I'm getting pessimistic about Obama's reelection chances and the Democrats in congress's chances of holding a majority in either the House or Senate. Once again, there are a lot of reasons - the bad economic situation to which many people react emotionally by wanting to give the other party a try, Citizens United, white winners of the American economic game's attitudes (that doesn't imply a general sense of overt racism) toward the non-winners, voter suppression by Republicans in control of state governments, too many low income people's sense of powerlessness that leads them to not vote, etc.

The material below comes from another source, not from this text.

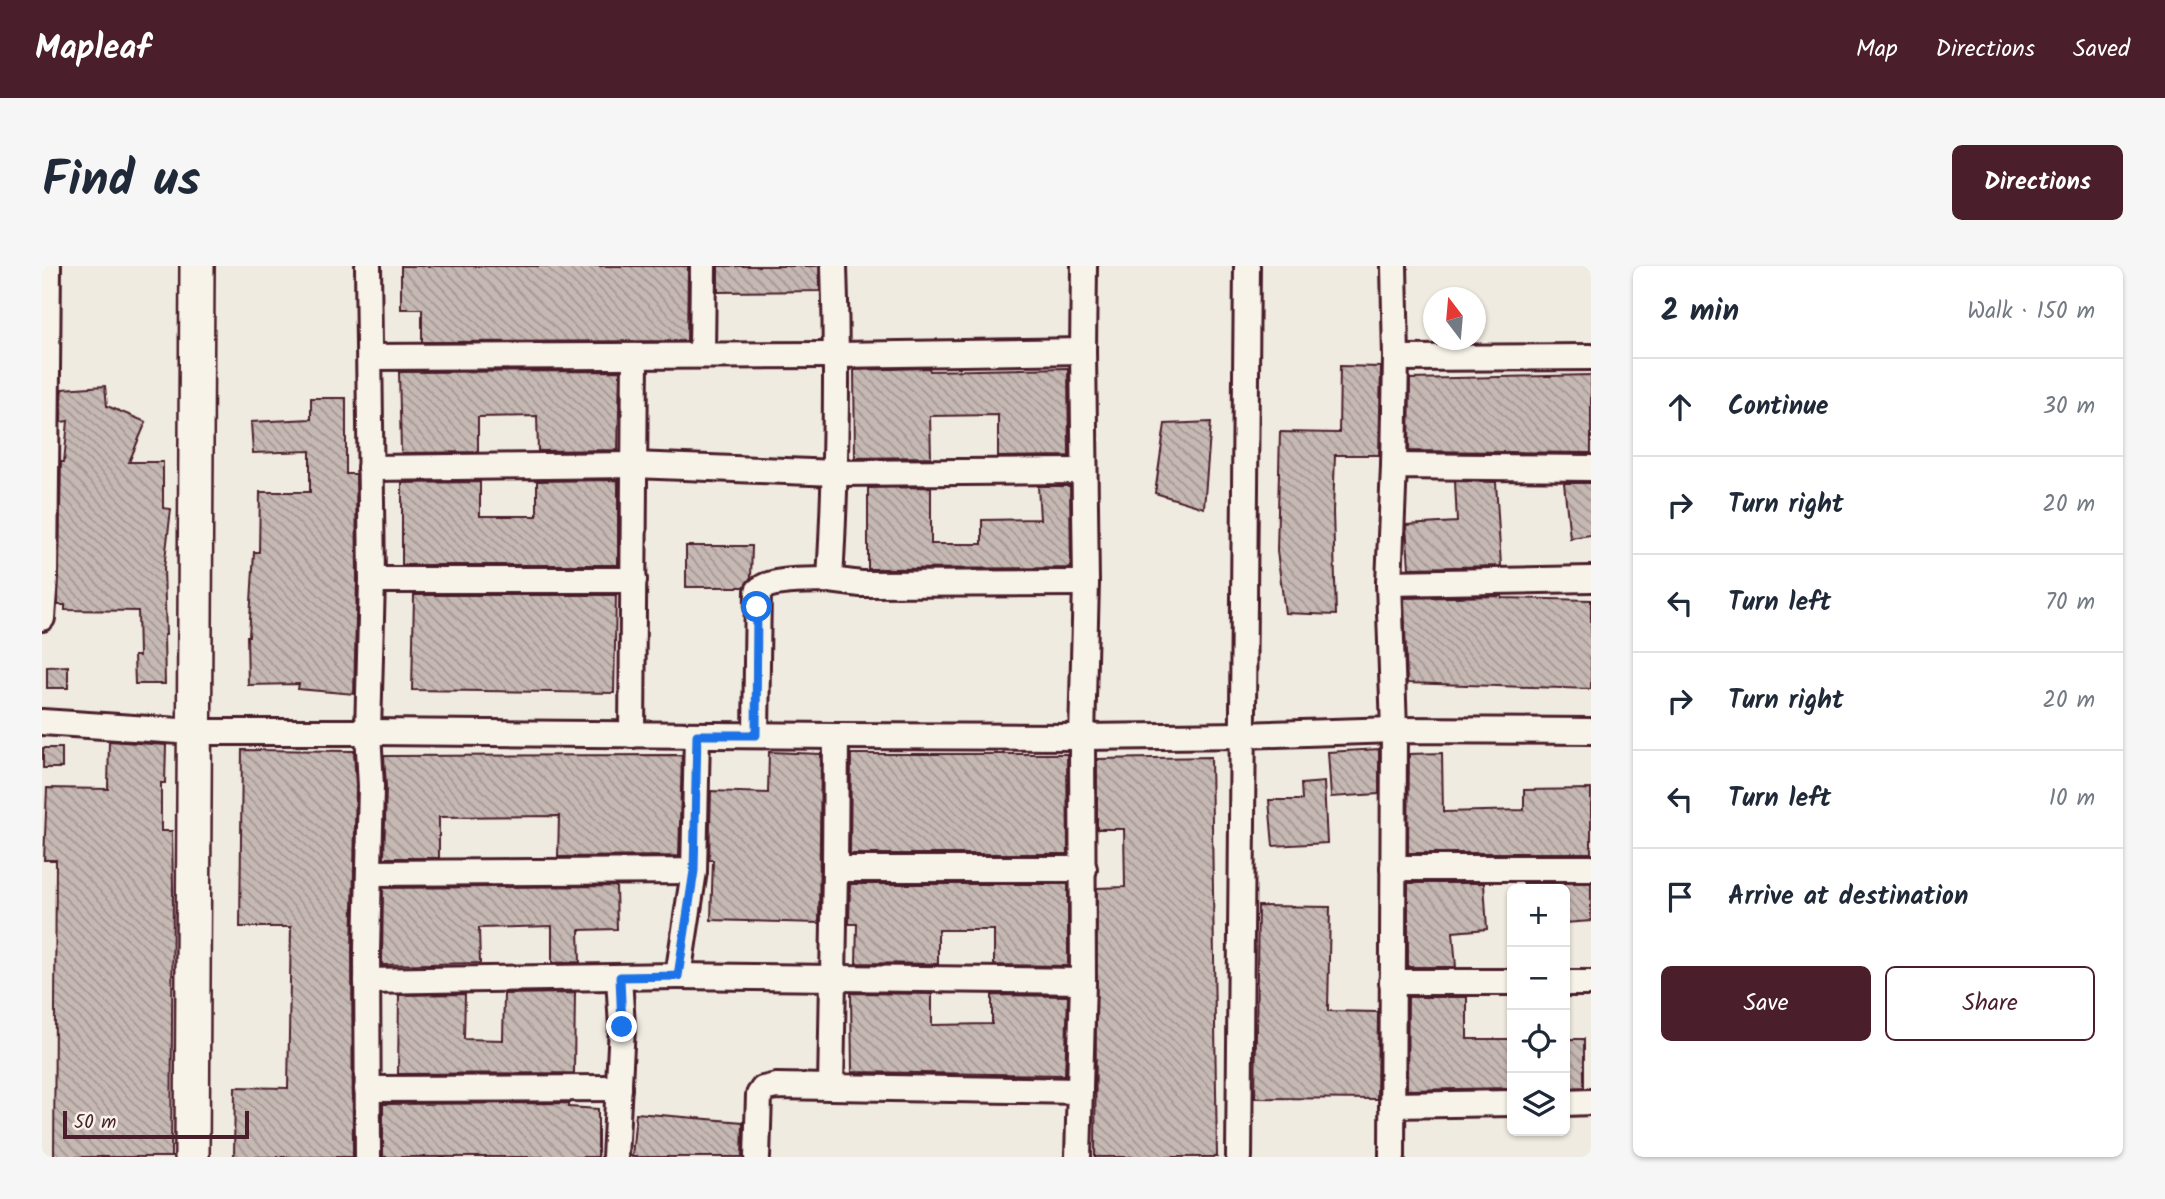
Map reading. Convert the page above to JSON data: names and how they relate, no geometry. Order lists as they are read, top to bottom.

Part of me thinks that maybe it would be better to just let the right wing of the Republican party (like Walker) have their way - they will be either be proven to be right and things will get substantially better and I'll have to reevaluate my views, or as I suspect, they would be proven to be very wrong and we can finally put them behind us once and for all. But it makes me sick to think of what I'm convinced now will be a LOT of unnecessary suffering if the right wing Republicans get their way.
I'm feeling the same way, already I've been seeing anti-Obama ads running regularly, but no pro-Obama ads yet are airing. The power of the ad is pretty amazing, here the Michigan government wanted to create another entry point into Canada to alleviate the traffic, but the sole private bridge owner, who has a monopoly for getting people into and out of Canada, put up negative ads regularly for a period of months. The legislature finally vetoed the proposal, people were falling for the misleading information in the ads.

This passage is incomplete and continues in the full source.